# Scraping Official German Government Website
- Germany is divided into federal states, each containing districts (`Kreise`), and within each district is a local court (`Amtsgericht`) where foreclosure auctions (`Zwangsversteigerungen`) are conducted.
- Each local court uploads foreclosure listings to the central portal [ZVG Portal](https://www.zvg-portal.de/index.php?button=Suchen&all=1), which provides an overview of the auctions.
- Our data includes a variety of information, such as descriptions in text form, as well as PDFs like exposés, appraisals (`Gutachten`) and other documents.
- We will evaluate the value these PDFs provide, focusing specifically on foreclosures in Berlin to see if including this information improves our model predictions.
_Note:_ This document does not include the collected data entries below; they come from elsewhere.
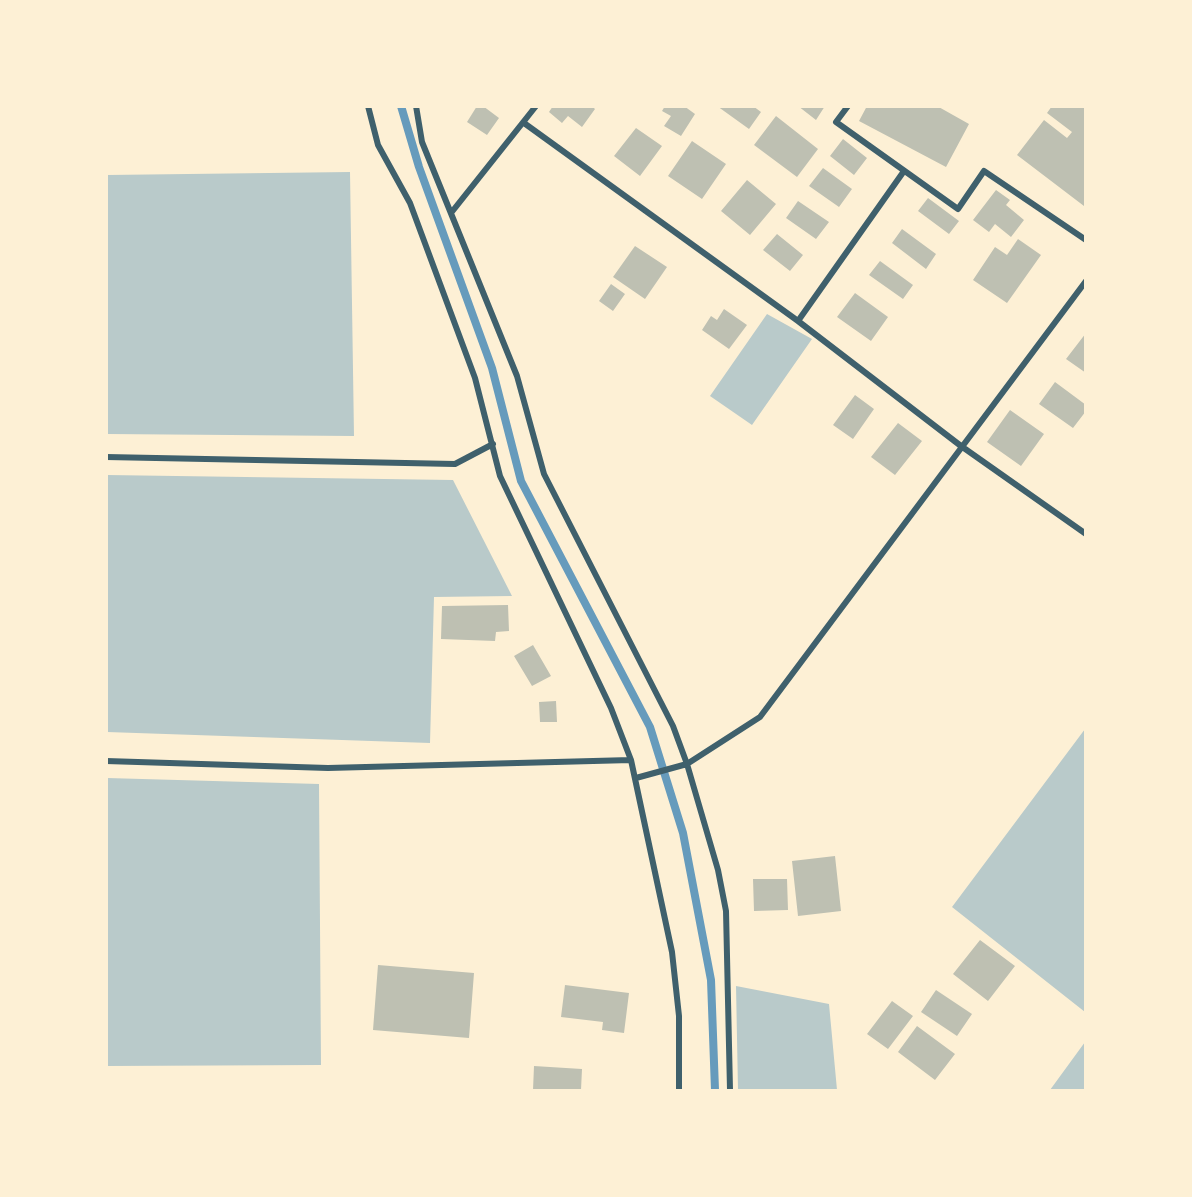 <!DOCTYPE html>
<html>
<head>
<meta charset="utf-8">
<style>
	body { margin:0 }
	#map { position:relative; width:1192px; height:1197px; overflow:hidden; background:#fdf0d5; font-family:Poppins,sans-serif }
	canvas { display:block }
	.frame { position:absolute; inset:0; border:108px solid #fdf0d5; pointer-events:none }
</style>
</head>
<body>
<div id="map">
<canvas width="1192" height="1197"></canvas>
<div class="frame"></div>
</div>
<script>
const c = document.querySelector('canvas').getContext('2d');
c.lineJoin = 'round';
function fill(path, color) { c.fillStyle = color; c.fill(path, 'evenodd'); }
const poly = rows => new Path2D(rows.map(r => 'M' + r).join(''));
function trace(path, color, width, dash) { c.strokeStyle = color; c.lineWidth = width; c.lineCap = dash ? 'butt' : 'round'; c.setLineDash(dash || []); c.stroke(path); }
const green = poly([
	[350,172,354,436,107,434,107,175],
	[767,314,812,339,752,425,710,396],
	[107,475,453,480,512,596,434,597,430,743,107,732],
	[1085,729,1085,1012,952,907],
	[107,778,319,784,321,1065,107,1066],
	[736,986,829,1004,837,1090,738,1090],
	[1085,1042,1085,1090,1050,1090]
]);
const stream = poly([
	[401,106,419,167,492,368,521,481,650,727,683,833,711,980,715,1090]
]);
const building = poly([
	[477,106,483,106,499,118,487,135,467,122],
	[553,106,592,106,595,109,582,127,568,116,562,123,549,112],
	[665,106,684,106,695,114,681,136,664,126,671,116,662,111],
	[717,106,753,106,761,112,749,129],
	[798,106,825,106,816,120],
	[867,106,937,106,969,124,946,167,859,121],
	[1052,106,1086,106,1084,206,1017,155,1044,120,1067,138,1072,132,1047,113],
	[776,116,818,149,797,177,754,145],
	[636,128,662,146,640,176,614,156],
	[843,139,867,158,854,175,830,156],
	[692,141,726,164,702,199,668,176],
	[823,168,852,189,839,207,809,186],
	[747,180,776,204,750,235,721,211],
	[996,190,1010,200,1006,205,1024,220,1011,237,995,224,989,232,973,220],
	[928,198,959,221,949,234,918,211],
	[798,201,829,222,816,239,786,218],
	[902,229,936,254,926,269,892,243],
	[777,234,803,255,790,271,763,250],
	[1018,239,1041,255,1007,303,973,280,995,247,1007,255],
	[635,246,667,267,645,299,613,277],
	[880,261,913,285,903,299,869,275],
	[611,284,625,294,613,311,599,301],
	[855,293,888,317,871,341,837,317],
	[724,309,747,325,729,349,702,330,711,316,717,320],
	[1086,333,1086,373,1066,359],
	[1055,382,1086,405,1086,411,1073,428,1039,404],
	[855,395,874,409,853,439,833,425],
	[1010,410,1044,434,1021,466,987,442],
	[898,423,922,441,895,475,871,457],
	[508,605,509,631,496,632,495,641,441,639,442,606],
	[533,645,551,676,532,686,514,656],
	[556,701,557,722,540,722,539,702],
	[835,856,841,911,798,916,792,861],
	[753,879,787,879,788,910,754,911],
	[980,940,1015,966,988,1001,953,974],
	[378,965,474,973,469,1038,373,1030],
	[565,985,629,993,624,1033,602,1030,603,1022,561,1017],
	[936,990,972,1014,957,1036,921,1012],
	[892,1001,913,1016,888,1049,867,1034],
	[917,1026,955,1054,935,1080,898,1052],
	[534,1066,582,1069,581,1090,533,1090]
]);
const minor = poly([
	[368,106,378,145,410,203,475,378,500,476,611,708,631,760,672,952,679,1016,679,1090],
	[416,106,422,142,517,376,544,474,673,726,687,764,718,870,726,911,730,1090],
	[848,106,836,122,958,209,984,171,1086,240],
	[524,123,798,321,961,446,1086,534],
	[451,213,536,106],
	[798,321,904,171],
	[106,457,455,464,493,444],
	[106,761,328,768,631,760],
	[636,778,687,764,760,717,1086,281]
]);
fill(green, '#b9caca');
trace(stream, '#669bbc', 8);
fill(building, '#bec0b2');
trace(minor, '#3f606c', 6);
</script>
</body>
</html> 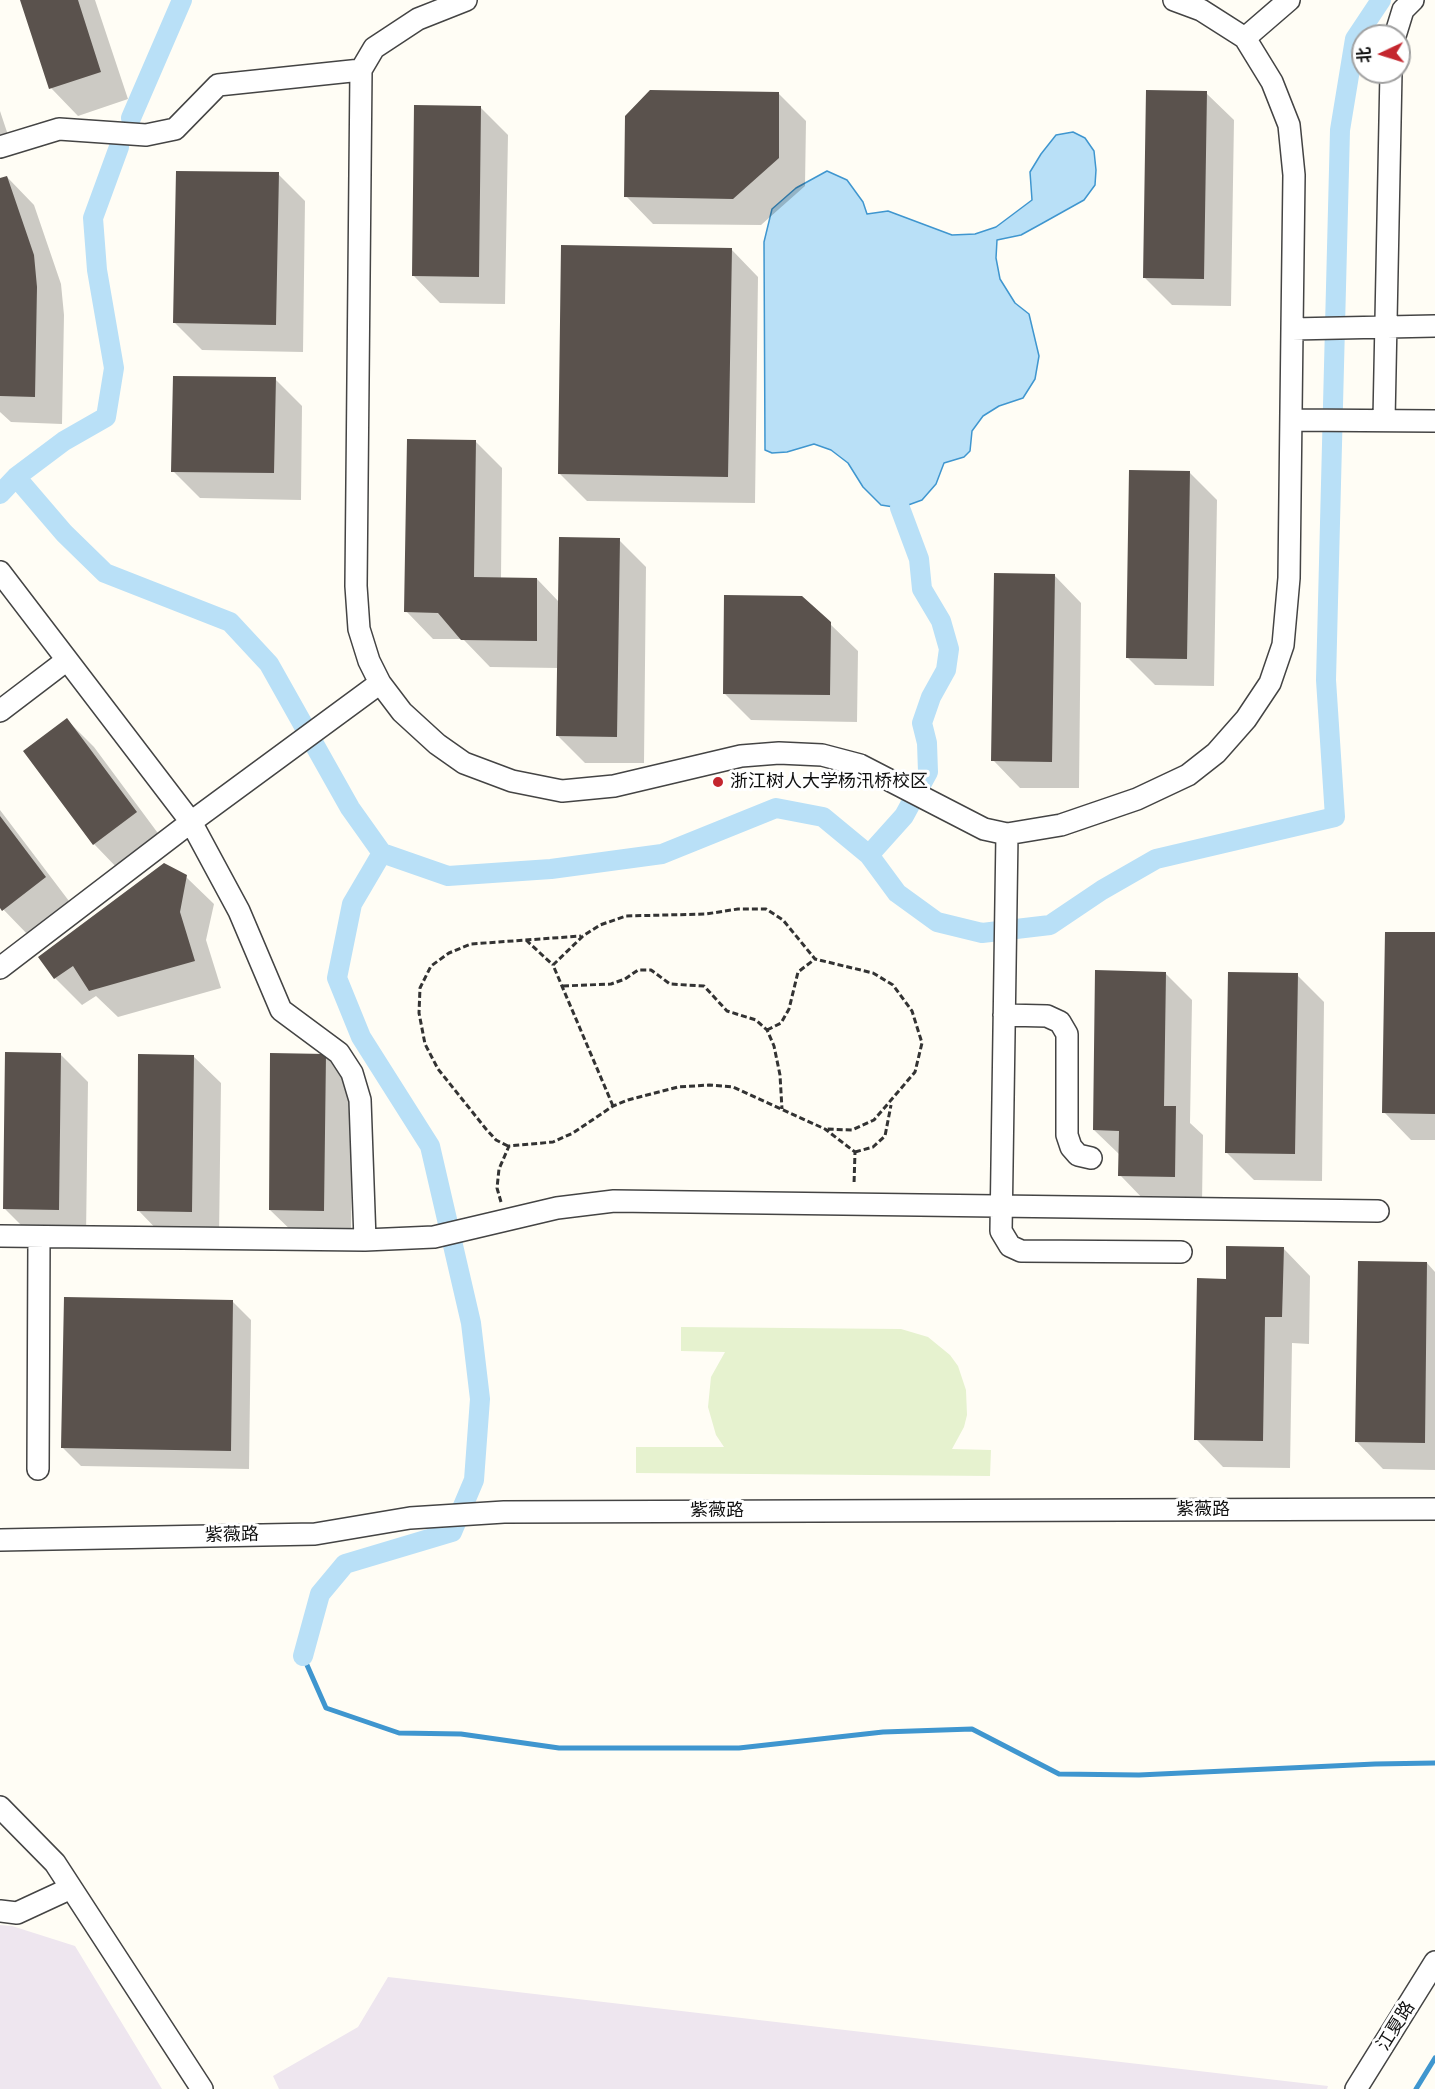 <!DOCTYPE html>
<meta charset="utf-8">
<style>
body{margin:0}
#map{position:relative;width:1435px;height:2089px;overflow:hidden;background:#fffdf5;font-family:"Roboto Serif","Noto Sans SC",serif}
canvas{display:block}
.north{position:absolute;left:1351px;top:24px;width:60px;height:60px;box-sizing:border-box;background:#fff;border:2px solid #a0a0a0;border-radius:50%;rotate:266deg;font-size:16px;font-weight:700;line-height:24px;text-align:center;color:#111}
.north::after{content:'';display:block;margin:auto;width:21px;height:27px;background:#c4262e;clip-path:polygon(50% 0,100% 100%,50% 72%,0 100%)}
</style>
<div id="map">
<canvas width="1435" height="2089"></canvas>
<div class="north">北</div>
</div>
<script>
const ctx = document.querySelector('canvas').getContext('2d');
ctx.lineJoin = 'round';
function paint(path, color) {
  ctx.fillStyle = color;
  ctx.fill(path, 'evenodd');
}
function toPath(rows) {
  const path = new Path2D();
  for (const r of rows) {
    path.moveTo(r[0], r[1]);
    for (let i = 2; i < r.length; i += 2) path.lineTo(r[i], r[i + 1]);
  }
  return path;
}
function trace(path, color, width, dash) {
  ctx.strokeStyle = color;
  ctx.lineWidth = width;
  ctx.lineCap = dash ? 'butt' : 'round';
  ctx.setLineDash(dash || []);
  ctx.stroke(path);
}
function label(font, color, halo, rows, align = 'center') {
  ctx.font = font + ' "Roboto Serif","Noto Sans SC",serif';
  ctx.lineWidth = 6;
  ctx.setLineDash([]);
  ctx.textBaseline = 'middle';
  ctx.strokeStyle = halo;
  ctx.fillStyle = color;
  for (const [text, x, y, turn = 0] of rows) {
    ctx.save();
    ctx.translate(x, y);
    ctx.rotate((+turn || 0) * Math.PI / 180);
    ctx.textAlign = isNaN(turn) ? turn : align;
    if (halo) ctx.strokeText(text, 0, 0);
    ctx.fillText(text, 0, 0);
    ctx.restore();
  }
}
paint(toPath([
 [0,1925,12,1926,75,1946,162,2089,0,2089],
 [388,1977,1328,2086,1327,2089,279,2089,273,2076,358,2027]
]), '#eee6ef');
paint(toPath([
 [681,1327,901,1329,928,1337,950,1355,958,1366,966,1390,967,1415,964,1427,952,1449,991,1450,990,1476,636,1473,636,1447,724,1447,716,1435,708,1407,711,1377,725,1352,681,1351]
]), '#e6f2cf');
const water = toPath([
 [1073,132,1085,138,1094,151,1096,170,1095,185,1084,200,1041,224,1021,235,997,240,996,258,1000,279,1015,303,1029,314,1039,356,1035,379,1023,398,999,406,983,416,972,431,970,451,964,457,944,463,936,484,922,500,900,508,881,505,863,487,848,463,831,450,814,444,787,452,772,453,765,450,764,242,772,209,796,188,827,171,847,180,863,202,867,214,888,211,952,235,975,234,996,227,1032,200,1030,172,1041,154,1056,135,1073,132]
]);
paint(water, '#b9e0f7');
trace(water, '#3f96cf', 1.5);
paint(toPath([
 [21,0,95,0,128,99,78,116,51,88],
 [1206,93,1234,120,1231,306,1172,305,1145,278],
 [779,94,806,121,805,186,761,225,653,224,626,196],
 [481,108,508,135,505,304,440,303,413,275],
 [0,111,9,138,0,141],
 [278,174,305,201,303,352,202,350,175,323],
 [7,177,34,205,61,284,64,315,62,424,11,422,0,412,0,180],
 [731,249,758,277,755,503,587,501,559,473],
 [275,379,302,406,301,500,200,498,173,471],
 [475,441,502,468,501,579,537,579,559,602,619,540,646,567,644,763,585,763,557,735,558,668,490,667,463,639,433,639,406,611],
 [1190,473,1217,500,1214,686,1155,685,1128,658],
 [1054,575,1081,603,1079,788,1020,788,993,760],
 [830,624,858,651,857,722,751,720,724,693],
 [67,720,94,747,163,840,121,872,94,844,25,752],
 [0,810,72,905,30,937,0,906],
 [186,877,214,904,206,940,221,988,118,1017,96,996,82,1005,55,978],
 [1435,934,1435,1140,1411,1140,1384,1112],
 [1165,973,1192,1000,1190,1123,1203,1135,1202,1203,1147,1203,1120,1175,1120,1155,1094,1130],
 [1297,975,1324,1002,1322,1181,1254,1180,1227,1153],
 [60,1054,88,1082,86,1237,32,1236,5,1209],
 [326,1055,353,1083,351,1238,298,1237,270,1210],
 [193,1056,221,1083,219,1238,165,1238,138,1210],
 [1283,1248,1310,1276,1309,1344,1292,1343,1290,1468,1223,1467,1196,1439,1227,1281],
 [1427,1263,1435,1272,1435,1470,1383,1469,1356,1441],
 [232,1301,251,1320,249,1469,81,1466,63,1448]
]), '#0003');
trace(toPath([
 [303,1656,326,1708,399,1733,461,1734,559,1748,739,1748,883,1732,972,1729,1059,1774,1139,1775,1375,1764,1435,1763],
 [1416,2089,1435,2058]
]), '#3f96cf', 5);
trace(toPath([
 [131,118,182,0],
 [16,477,64,533,105,573,230,622,269,664,350,808,382,853,448,876,551,869,662,854,776,808,823,817,869,855,897,893,937,922,982,933,1050,925,1102,890,1156,859,1335,817,1326,680,1340,130,1355,39,1381,0],
 [0,494,16,477,64,441,106,417,114,368,97,270,93,218,119,147],
 [869,855,904,816,928,772,927,743,922,723,931,697,946,670,949,649,941,621,922,589,919,559,900,508],
 [303,1656,320,1594,345,1564,452,1532,474,1480,480,1399,471,1323,430,1146,361,1037,337,978,352,904,382,853]
]), '#b9e0f7', 20);
paint(toPath([
 [20,0,78,0,101,72,49,89],
 [650,90,779,92,779,158,733,199,624,197,625,116],
 [1146,90,1207,91,1204,279,1143,278],
 [414,105,481,106,479,277,412,276],
 [176,171,279,172,276,325,173,323],
 [7,176,34,255,37,287,35,397,0,396,0,178],
 [561,245,732,248,728,477,558,474],
 [173,376,276,377,274,473,171,472],
 [407,439,476,440,474,577,537,578,537,641,461,640,438,613,404,612],
 [1129,470,1190,471,1187,659,1126,658],
 [559,537,620,538,617,737,556,736],
 [994,573,1055,574,1052,762,991,761],
 [724,595,802,596,831,622,830,695,723,694],
 [67,718,137,812,93,845,23,751],
 [0,816,46,877,2,911,0,908],
 [164,863,187,875,180,912,195,961,89,991,73,966,54,979,38,957],
 [1385,932,1435,932,1435,1114,1382,1113],
 [1095,970,1166,972,1164,1106,1176,1106,1175,1177,1118,1176,1119,1131,1093,1130],
 [1228,972,1298,973,1295,1154,1225,1153],
 [5,1052,61,1053,59,1210,3,1209],
 [270,1053,326,1054,324,1211,269,1210],
 [138,1054,194,1055,192,1212,137,1211],
 [1226,1246,1284,1247,1282,1317,1265,1317,1263,1441,1194,1440,1197,1278,1226,1279],
 [1358,1261,1427,1262,1425,1443,1355,1442],
 [64,1297,233,1300,231,1451,61,1448]
]), '#5a524d');
const minor = toPath([
 [466,0,418,19,374,48,361,70,356,586,359,629,369,661,380,683,402,712,437,744,464,763,512,781,562,791,614,786,741,756,779,753,822,755,860,765,984,829,1007,834,1061,825,1137,799,1188,775,1216,753,1246,719,1270,683,1283,645,1289,578,1292,329,1294,175,1289,125,1272,82,1245,38,1201,10,1174,0],
 [1395,36,1403,10,1413,0],
 [1245,38,1289,0],
 [0,147,59,129,146,135,175,129,218,85,361,70],
 [1292,329,1435,326],
 [1291,420,1435,421],
 [1384,420,1391,72],
 [0,572,191,822,239,911,281,1010,339,1053,352,1073,360,1100,365,1240],
 [0,711,67,660],
 [1007,834,1001,1231,1010,1246,1021,1251,1181,1252],
 [0,968,191,822,380,683],
 [1004,1015,1047,1016,1060,1022,1067,1034,1067,1135,1071,1147,1078,1155,1091,1158],
 [0,1236,365,1240,434,1237,557,1208,614,1201,1378,1211],
 [38,1469,39,1237],
 [0,1540,315,1534,410,1518,504,1512,1435,1509],
 [0,1807,55,1863,202,2089],
 [0,1911,17,1913,71,1888],
 [1356,2089,1435,1962]
]);
trace(minor, '#444', 24);
trace(toPath([
 [526,940,553,965],
 [563,986,611,984,625,979,638,970,651,970,670,984,704,986,727,1011,756,1020,767,1030,774,1046,780,1075,782,1109],
 [767,1030,781,1023,789,1009,798,972,815,959],
 [613,1106,553,965,583,936,600,925,626,916,706,914,738,909,766,909,783,920,815,959,873,973,893,985,912,1011,922,1043,915,1072,874,1120,852,1130,825,1129],
 [508,1146,496,1140,486,1129,438,1069,425,1044,419,1013,420,988,431,966,449,953,471,944,581,936],
 [855,1152,873,1147,885,1136,891,1105],
 [501,1202,497,1188,499,1169,509,1146,553,1142,573,1133,613,1106,628,1100,678,1087,709,1085,733,1087,825,1129,855,1152,854,1184]
]), '#333', 3, [6, 3]);
trace(minor, '#fff', 21);
for (const [x, y, r, color] of [
 [718,782,6,"#c4262e"]
]) {
  const dot = new Path2D();
  dot.arc(x, y, r, 0, 2 * Math.PI);
  ctx.fillStyle = color;
  ctx.fill(dot);
  trace(dot, '#fff', 2);
}
label('18px', '#111', '#fff', [
 ["浙江树人大学杨汛桥校区",730,782]
], 'left');
label('18px', '#111', '#fff', [
 ["紫薇路",1203,1510],
 ["紫薇路",717,1511],
 ["紫薇路",232,1535,-1],
 ["江夏路",1396,2026,-58]
]);
</script>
This includes exploring approaches like image-based regression or converting images into text.
- Although other websites exist (e.g., [Versteigerungspool](https://versteigerungspool.de/), [Zwangsversteigerung.de](https://www.zwangsversteigerung.de/) or [ZVG-Online](https://www.zvg-online.net/)), they typically scrape the government site and offer a more stylized display with less information and less s. We will not scrape these sites, as they do not provide additional value beyond easier access to some parts of the data.

In [None]:
!python database_helpers.py

In [2]:

import requests 
from bs4 import BeautifulSoup
from datetime import datetime
import locale
import logging
import os
from code.database_helpers import ForeclosureCaseSchema, ForeclosureCaseModel, engine, session

locale.setlocale(locale.LC_TIME, 'de_DE')
os.makedirs("logs", exist_ok=True)
logging.basicConfig(
    filename=f"../logs/foreclosure_scraper_{int(datetime.now().timestamp())}.log",
    level=logging.INFO,
    format='%(asctime)s - %(levelname)s - %(message)s'
)

### Federal State Codes
- We first retrieve the codes for each federal state. 
- While these are typically constants, we handle this dynamically in case any codes change, though such changes are rare.

In [3]:
url = "https://www.zvg-portal.de/index.php?button=Termine%20suchen"
response = requests.get(url)
search_soup = BeautifulSoup(response.text, 'html.parser')

land_select = None
for tr in search_soup.find_all('tr'):
    if "Land" in tr.text:
        land_select = tr.find_next('select')
        break

if not land_select:
    print("Land select field not found.")
    exit()

land_codes = [option['value'] for option in land_select.find_all('option') if option['value'] != "0"]

### Foreclosure Auctions
- We first retrieve the main site where all foreclosure listings are available. From there, links can be followed to the specific pages for each foreclosure.
- On the foreclosure-specific page, certain details like the auction date (`Termin`) are consistently formatted.
- However, many other fields, such as the property value (`Verkehrswert in €`), can vary. For instance, they might include multiple objects, like separate listings for land and house, even full descriptions or integer values.
- Documents like the official announcement (`amtliche Bekanntmachung`), exposé, appraisal (`Gutachten`) and photos are provided in PDF format. We'll attempt to extract relevant information from these documents in the information extraction and cleaning notebook.

In [3]:
def get_foreclosure_case_data(link: str) -> ForeclosureCaseModel:
    response = requests.get(link, headers={"Referer": "https://www.zvg-portal.de/index.php?button=Suchen"})
    if not str(response.status_code).startswith("2"):
        raise Exception(f"Request for {link} failed!")
    
    soup = BeautifulSoup(response.text, 'html.parser')
    
    details_table = soup.find_all('table')[0]
    rows = details_table.find_all('tr')
    aktenzeichen = rows[0].find_all('td')[0].text.strip()
    letzte_aktualisierung = rows[0].find_all('td')[1].text.strip()
    
    foreclosure_case = {
        "link": link,
        "aktenzeichen": aktenzeichen,
        "letzte_aktualisierung": letzte_aktualisierung
    }
    
    for row in rows[1:]:
        key = row.find_all('td')[0].text.strip()[:-1].lower().replace(" ", "_").replace("/", "_")
        if key in ForeclosureCaseModel.model_fields or key == "verkehrswert_in_€":
            second_cell = row.find_all('td')[1]
            anchor_tags = second_cell.find_all('a')
            img_tags = second_cell.find_all('img')
            if len(anchor_tags) == 1 and len(img_tags) == 1:
                if key == "foto":
                    foreclosure_case.setdefault('foto', []).append(anchor_tags[0]['href'].strip())
                    continue
                value = anchor_tags[0]['href'].strip()
            else:
                value = second_cell.text.strip()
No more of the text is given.